Lung cancer patients are evaluated by a multidisciplinary team of physicians who specialize in the treatment of lung cancer through the Comprehensive Lung Cancer Program. This team of physicians meets on a weekly basis to discuss all current lung cancer patients. The dedicated team of specialists includes thoracic surgeons, pulmonologists, medical oncologists, radiation oncologists, chest radiologists, pathologists and interventional radiologists. In addition to this group of multi-specialty physicians is an extensive and committed support staff that includes physician assistants, nurse practitioners, nurses and tumor registry staff. The combined effort of all of these dedicated individuals generates a dynamic environment for the efficient management of lung cancer patients.
Flexible bronchoscopy involves the placement of a video scope into your airways. This allows us to inspect the airway looking for any area of tumor involvement and potential blockage of the air passages. This procedure can be performed for either diagnostic purposes or therapeutic purposes. Bronchoscopy can be performed as a separate procedure or at the time of surgical resection of a lung tumor.
Endobronchial Ultrasound (EBUS)
This is a specialized type of bronchoscopy that examines the airway with ultrasound technology to help visualize tumors or lymph nodes outside of the airway. This procedure can be performed for the staging of lung cancers looking for spread of tumor cells to the surrounding lymph nodes. This procedure may help avoid an open approach (see mediastinoscopy below) to biopsying these lymph nodes. St. Luke's thoracic surgeons recently were the first to perform this innovative technique in the Lehigh Valley.
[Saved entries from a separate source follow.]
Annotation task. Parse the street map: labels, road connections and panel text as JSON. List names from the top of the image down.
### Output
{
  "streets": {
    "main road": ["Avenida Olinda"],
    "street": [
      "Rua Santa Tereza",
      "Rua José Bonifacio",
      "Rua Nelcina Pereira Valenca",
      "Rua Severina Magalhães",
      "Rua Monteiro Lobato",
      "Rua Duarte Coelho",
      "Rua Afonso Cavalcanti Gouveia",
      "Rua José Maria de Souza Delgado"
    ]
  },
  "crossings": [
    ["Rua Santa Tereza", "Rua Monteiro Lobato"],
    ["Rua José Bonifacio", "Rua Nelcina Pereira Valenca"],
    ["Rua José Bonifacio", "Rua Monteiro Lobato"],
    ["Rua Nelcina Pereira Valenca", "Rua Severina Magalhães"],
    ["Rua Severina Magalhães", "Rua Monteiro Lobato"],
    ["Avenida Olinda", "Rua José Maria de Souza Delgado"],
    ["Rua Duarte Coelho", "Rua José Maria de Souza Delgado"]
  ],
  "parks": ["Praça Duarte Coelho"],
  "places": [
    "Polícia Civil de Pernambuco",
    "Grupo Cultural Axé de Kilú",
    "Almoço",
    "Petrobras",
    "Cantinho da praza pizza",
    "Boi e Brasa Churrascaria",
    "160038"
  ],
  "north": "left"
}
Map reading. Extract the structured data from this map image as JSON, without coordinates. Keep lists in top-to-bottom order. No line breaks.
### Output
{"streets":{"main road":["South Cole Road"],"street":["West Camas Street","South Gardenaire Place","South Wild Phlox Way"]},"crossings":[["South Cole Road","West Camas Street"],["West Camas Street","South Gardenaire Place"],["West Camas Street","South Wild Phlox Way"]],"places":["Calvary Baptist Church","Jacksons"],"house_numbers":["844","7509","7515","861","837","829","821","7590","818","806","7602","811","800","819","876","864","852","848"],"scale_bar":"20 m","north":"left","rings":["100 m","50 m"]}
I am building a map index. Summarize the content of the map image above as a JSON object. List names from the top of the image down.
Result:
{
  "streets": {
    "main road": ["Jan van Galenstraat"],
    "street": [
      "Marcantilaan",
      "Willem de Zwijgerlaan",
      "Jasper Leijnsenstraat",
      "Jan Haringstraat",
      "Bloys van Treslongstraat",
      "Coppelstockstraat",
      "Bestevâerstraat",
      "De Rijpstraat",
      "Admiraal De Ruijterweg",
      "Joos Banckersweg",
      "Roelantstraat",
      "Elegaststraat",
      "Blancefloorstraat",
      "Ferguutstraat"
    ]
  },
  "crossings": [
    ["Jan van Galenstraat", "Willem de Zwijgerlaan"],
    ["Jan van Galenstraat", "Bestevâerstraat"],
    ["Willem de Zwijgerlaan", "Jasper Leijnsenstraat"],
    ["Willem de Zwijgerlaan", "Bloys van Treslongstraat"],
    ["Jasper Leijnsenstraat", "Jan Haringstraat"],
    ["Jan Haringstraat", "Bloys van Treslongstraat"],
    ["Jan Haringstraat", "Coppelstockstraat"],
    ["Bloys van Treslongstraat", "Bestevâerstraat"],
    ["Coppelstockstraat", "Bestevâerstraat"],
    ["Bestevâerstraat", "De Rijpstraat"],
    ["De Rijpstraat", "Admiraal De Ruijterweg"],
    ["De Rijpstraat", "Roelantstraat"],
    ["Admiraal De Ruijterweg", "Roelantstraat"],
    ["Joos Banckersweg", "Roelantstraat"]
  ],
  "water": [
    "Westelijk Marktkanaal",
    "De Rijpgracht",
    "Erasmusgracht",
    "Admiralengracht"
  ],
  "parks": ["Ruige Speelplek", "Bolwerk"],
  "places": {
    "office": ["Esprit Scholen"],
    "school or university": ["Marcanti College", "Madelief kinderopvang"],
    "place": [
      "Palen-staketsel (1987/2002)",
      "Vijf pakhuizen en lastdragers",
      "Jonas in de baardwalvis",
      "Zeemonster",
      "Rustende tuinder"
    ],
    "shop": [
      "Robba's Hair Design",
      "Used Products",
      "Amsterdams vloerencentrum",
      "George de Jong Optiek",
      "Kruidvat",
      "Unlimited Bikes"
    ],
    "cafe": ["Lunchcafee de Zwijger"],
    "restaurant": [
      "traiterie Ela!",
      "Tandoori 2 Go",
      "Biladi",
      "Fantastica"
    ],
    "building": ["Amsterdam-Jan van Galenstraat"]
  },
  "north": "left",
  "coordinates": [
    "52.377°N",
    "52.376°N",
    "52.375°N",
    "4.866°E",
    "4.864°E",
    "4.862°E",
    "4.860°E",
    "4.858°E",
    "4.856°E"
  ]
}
This procedure is performed in the operating room under general anesthesia. A scope is placed through an incision in the lower portion of the neck allowing the visualization and biopsy of lymph nodes along the windpipe called mediastinal lymph nodes. This helps your surgeon determine your lung cancer staging and plan the next step in treating your lung cancer.
Video-Assisted Thoracoscopic Surgery (VATS) with Biopsy
This is a minimally invasive approach for biopsying a suspicious lung nodule or lymph node, which sometimes is required before a formal lung cancer operation. This involves making two small incisions (1 to 2 cm) on the side of your chest and then placing a video scope into the chest space. This allows us to visualize the lung nodule and then remove it with specialized long instruments. If a cancer is found, we generally can perform a formal lung cancer operation through these same incisions. (See Thoracoscopic Lung Resection below.)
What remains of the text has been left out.